PROBLEM TO WORK ON: Line filter on the word "sans": copy each matching line from the entries.

++++ SOURCE MATERIAL ++++

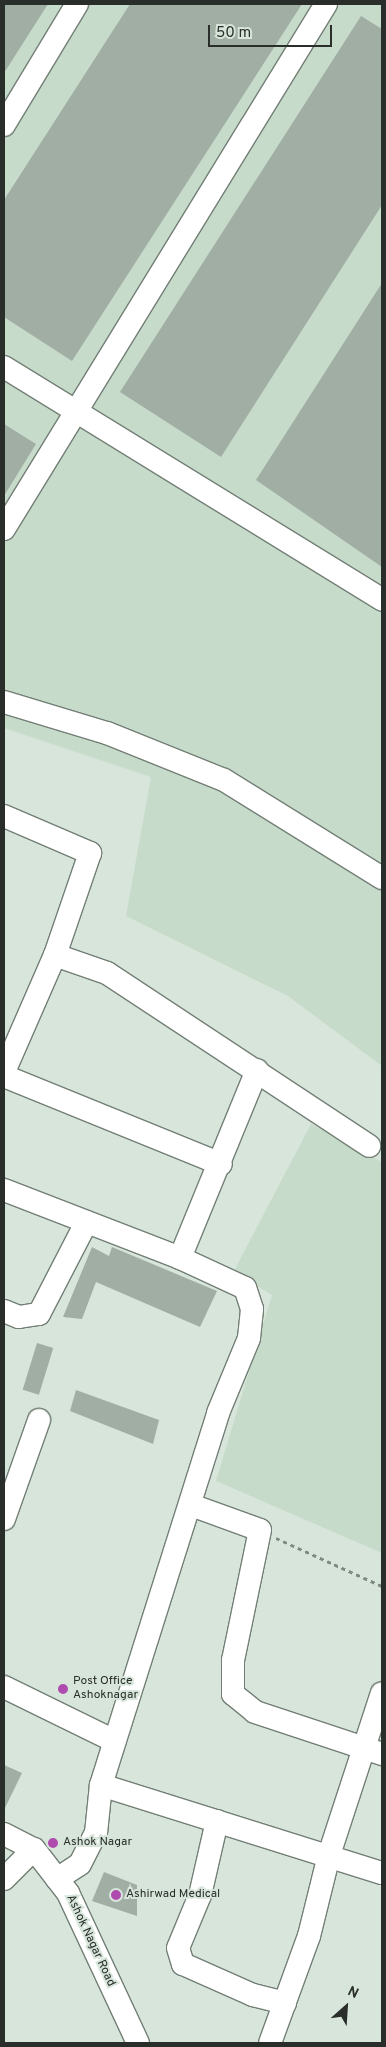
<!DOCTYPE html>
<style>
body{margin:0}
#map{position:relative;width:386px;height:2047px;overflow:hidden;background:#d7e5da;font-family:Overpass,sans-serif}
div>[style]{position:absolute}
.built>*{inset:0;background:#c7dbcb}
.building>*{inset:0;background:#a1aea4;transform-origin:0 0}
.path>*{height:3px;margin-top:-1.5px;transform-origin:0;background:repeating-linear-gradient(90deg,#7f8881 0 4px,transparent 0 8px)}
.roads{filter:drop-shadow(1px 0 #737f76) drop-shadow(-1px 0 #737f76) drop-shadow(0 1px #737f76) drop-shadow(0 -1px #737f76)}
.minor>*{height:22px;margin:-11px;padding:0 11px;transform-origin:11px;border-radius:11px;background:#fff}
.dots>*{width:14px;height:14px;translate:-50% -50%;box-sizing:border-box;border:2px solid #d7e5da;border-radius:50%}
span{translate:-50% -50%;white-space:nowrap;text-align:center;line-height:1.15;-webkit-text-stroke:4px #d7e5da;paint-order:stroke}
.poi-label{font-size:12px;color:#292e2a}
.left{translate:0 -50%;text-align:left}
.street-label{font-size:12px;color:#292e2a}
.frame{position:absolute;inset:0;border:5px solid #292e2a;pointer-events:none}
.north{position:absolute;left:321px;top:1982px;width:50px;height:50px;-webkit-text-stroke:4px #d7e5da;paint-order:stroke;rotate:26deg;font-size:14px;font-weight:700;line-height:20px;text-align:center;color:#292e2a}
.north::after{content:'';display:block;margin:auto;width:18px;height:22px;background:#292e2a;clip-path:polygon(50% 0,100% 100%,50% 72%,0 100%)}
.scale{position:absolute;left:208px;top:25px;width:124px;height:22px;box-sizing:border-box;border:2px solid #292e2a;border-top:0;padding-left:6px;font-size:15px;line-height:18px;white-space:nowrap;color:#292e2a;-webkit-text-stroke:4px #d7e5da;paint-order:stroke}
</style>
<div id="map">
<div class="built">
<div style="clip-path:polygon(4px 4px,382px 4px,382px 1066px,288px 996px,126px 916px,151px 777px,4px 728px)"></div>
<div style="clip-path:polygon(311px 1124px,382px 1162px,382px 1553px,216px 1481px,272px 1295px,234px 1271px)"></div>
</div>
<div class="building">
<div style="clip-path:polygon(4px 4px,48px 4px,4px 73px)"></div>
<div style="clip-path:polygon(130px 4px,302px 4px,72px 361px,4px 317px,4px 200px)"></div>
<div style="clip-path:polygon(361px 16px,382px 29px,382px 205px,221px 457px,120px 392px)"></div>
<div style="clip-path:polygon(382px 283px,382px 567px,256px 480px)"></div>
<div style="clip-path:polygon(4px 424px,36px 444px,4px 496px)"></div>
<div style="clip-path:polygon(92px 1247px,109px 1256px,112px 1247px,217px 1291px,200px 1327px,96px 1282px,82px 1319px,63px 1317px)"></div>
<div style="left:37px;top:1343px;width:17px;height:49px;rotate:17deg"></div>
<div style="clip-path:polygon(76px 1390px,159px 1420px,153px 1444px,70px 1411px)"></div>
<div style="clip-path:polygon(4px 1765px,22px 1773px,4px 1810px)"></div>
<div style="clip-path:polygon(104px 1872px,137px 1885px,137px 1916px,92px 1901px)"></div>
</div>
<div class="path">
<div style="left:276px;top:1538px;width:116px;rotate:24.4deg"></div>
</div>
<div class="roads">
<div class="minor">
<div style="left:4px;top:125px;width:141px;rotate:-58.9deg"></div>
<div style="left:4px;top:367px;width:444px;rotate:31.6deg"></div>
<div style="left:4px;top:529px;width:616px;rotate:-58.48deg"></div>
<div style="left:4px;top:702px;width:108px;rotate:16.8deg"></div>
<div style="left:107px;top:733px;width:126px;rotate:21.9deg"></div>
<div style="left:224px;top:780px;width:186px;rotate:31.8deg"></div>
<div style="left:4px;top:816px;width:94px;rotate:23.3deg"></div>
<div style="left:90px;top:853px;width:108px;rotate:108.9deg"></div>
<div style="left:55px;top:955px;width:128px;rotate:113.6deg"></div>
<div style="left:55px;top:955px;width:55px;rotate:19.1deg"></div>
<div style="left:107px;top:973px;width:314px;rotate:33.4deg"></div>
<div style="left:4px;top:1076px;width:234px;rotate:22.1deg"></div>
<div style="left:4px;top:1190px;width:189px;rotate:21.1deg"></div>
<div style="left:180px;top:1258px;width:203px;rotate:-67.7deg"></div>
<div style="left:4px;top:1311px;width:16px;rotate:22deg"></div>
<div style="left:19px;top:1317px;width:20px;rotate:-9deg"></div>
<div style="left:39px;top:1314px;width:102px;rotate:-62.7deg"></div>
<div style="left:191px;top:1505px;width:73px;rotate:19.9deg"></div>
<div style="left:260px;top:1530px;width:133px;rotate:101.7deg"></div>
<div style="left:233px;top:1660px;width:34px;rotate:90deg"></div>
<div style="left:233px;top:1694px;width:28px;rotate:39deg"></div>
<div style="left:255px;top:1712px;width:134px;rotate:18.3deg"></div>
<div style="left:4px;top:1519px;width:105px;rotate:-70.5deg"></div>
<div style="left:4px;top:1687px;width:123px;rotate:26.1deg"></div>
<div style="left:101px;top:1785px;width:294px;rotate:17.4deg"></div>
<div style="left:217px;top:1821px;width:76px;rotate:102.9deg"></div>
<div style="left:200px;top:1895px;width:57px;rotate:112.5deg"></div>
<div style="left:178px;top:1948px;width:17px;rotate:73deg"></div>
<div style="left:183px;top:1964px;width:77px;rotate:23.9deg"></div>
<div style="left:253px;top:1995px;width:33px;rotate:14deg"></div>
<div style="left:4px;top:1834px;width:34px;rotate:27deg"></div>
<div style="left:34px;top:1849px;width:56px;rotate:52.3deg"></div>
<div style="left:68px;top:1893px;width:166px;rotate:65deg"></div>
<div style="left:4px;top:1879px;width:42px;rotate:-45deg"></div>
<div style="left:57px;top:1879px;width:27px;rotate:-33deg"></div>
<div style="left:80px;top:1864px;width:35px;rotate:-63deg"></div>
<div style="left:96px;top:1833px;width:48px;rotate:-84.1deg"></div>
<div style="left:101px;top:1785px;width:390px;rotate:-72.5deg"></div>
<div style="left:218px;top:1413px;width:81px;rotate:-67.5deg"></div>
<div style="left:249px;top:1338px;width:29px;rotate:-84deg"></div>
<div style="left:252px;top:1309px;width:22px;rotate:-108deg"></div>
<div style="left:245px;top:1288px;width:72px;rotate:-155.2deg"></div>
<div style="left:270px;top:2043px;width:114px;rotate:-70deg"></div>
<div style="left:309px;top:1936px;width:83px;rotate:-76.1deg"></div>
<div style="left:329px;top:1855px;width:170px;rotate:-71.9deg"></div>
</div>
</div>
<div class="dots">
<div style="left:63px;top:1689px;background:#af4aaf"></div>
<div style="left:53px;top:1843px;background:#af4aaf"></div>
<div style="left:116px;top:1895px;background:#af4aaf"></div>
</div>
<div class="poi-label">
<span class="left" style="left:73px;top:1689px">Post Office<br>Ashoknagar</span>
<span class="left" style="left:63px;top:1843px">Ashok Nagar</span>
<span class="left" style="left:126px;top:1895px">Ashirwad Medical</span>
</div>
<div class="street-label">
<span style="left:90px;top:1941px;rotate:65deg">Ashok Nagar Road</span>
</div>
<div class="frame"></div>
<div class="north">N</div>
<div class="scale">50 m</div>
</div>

++++
++++ SOURCE MATERIAL ++++

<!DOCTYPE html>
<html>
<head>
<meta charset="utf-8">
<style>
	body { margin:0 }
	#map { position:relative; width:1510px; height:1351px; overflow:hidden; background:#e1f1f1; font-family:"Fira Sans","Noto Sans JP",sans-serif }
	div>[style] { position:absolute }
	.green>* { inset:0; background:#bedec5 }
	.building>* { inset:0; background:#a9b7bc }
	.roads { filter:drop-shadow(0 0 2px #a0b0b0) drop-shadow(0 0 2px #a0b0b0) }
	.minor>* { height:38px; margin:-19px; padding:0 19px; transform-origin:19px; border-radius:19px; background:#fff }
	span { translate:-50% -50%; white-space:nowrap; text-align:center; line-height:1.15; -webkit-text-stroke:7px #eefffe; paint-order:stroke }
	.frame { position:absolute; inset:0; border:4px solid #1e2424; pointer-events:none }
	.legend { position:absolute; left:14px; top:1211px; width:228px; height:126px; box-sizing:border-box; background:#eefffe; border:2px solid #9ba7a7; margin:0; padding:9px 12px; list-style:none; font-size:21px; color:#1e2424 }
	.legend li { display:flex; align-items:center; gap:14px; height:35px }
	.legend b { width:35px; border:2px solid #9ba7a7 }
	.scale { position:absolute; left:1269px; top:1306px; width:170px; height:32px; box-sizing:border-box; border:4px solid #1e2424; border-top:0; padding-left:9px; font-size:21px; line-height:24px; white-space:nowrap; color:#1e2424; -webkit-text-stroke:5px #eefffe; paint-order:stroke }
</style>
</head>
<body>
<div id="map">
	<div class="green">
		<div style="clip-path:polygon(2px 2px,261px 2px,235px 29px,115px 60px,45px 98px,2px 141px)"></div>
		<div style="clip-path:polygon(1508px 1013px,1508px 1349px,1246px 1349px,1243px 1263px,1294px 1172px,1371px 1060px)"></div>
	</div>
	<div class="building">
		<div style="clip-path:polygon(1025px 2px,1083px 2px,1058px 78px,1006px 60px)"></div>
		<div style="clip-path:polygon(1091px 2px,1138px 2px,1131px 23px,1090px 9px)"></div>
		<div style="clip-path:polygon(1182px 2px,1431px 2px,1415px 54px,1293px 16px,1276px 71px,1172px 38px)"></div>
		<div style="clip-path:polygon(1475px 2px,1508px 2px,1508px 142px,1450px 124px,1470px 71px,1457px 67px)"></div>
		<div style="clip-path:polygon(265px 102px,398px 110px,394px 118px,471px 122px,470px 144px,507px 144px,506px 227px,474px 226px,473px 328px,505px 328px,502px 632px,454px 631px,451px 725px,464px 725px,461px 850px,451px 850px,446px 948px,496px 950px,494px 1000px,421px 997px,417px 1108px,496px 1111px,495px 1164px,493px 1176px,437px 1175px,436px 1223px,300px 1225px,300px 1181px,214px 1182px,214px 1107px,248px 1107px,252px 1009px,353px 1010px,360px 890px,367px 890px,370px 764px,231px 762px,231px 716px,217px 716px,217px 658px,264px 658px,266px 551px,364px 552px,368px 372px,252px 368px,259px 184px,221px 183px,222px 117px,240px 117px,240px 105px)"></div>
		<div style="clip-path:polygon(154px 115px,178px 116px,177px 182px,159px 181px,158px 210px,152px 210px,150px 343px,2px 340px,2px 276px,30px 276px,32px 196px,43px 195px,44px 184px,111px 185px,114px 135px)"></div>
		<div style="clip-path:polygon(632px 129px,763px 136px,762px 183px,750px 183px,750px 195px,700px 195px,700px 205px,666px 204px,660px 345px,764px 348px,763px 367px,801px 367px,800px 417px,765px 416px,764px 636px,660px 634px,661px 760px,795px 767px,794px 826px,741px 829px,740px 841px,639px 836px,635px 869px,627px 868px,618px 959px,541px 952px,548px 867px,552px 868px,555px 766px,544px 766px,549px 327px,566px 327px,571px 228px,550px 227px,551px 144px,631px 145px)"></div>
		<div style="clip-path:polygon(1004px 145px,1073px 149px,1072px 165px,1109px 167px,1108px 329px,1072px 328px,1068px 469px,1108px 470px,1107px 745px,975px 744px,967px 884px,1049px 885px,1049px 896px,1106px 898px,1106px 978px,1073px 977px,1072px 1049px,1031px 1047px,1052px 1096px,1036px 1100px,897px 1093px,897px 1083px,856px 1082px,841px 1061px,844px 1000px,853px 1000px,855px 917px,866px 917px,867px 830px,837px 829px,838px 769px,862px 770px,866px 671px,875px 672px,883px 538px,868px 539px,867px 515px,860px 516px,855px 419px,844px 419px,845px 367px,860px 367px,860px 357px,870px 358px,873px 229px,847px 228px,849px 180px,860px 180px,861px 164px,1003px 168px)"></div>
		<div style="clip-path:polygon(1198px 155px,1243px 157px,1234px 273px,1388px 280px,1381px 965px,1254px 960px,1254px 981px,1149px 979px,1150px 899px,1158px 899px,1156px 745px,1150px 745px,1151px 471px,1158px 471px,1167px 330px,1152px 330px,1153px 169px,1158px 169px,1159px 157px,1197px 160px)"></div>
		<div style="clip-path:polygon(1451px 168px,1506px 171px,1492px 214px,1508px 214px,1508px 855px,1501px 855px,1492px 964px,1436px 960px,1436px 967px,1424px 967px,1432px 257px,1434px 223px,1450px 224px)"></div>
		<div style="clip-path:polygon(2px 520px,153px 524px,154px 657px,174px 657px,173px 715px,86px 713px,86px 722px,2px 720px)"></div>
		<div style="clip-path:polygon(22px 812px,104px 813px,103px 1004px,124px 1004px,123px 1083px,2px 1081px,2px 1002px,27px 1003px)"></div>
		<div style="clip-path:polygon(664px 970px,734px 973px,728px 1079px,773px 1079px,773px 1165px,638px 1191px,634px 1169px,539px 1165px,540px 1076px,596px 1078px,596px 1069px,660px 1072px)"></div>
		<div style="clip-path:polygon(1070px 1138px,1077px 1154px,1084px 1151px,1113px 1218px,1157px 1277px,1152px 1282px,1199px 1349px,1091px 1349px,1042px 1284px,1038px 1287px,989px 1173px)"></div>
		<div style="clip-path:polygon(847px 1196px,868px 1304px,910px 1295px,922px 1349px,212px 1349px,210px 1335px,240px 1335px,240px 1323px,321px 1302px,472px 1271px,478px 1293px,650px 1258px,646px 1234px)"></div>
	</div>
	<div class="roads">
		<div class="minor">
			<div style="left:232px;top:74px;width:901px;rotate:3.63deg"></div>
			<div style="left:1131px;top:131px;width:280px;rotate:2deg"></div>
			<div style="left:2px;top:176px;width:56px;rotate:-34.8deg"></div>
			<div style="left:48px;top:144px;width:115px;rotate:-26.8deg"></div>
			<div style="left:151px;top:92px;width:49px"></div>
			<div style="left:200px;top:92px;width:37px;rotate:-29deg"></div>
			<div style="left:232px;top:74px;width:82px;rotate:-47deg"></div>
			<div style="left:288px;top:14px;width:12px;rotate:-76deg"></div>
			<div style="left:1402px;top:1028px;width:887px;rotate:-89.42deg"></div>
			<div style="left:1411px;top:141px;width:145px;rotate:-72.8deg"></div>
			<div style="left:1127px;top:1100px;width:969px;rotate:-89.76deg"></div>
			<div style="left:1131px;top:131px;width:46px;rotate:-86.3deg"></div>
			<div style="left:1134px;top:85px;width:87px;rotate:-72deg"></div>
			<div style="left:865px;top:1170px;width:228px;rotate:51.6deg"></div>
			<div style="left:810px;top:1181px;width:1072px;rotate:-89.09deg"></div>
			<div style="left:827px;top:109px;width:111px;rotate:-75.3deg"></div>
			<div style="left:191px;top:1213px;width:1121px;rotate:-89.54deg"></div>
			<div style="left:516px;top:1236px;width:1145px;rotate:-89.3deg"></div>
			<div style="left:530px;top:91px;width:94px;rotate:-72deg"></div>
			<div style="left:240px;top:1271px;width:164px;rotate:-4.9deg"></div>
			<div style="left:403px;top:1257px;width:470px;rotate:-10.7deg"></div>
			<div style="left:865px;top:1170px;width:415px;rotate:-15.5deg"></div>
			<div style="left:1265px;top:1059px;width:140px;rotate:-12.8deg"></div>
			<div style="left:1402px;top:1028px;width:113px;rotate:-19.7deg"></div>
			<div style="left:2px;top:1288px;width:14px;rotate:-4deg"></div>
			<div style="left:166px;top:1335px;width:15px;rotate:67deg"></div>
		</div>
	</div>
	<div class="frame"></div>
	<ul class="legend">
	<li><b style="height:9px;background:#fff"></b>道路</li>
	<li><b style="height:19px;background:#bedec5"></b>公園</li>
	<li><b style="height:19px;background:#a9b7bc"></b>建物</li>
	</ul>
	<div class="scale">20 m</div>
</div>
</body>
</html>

++++

RESULT OF THE TASK:
#map{position:relative;width:386px;height:2047px;overflow:hidden;background:#d7e5da;font-family:Overpass,sans-serif}
	#map { position:relative; width:1510px; height:1351px; overflow:hidden; background:#e1f1f1; font-family:"Fira Sans","Noto Sans JP",sans-serif }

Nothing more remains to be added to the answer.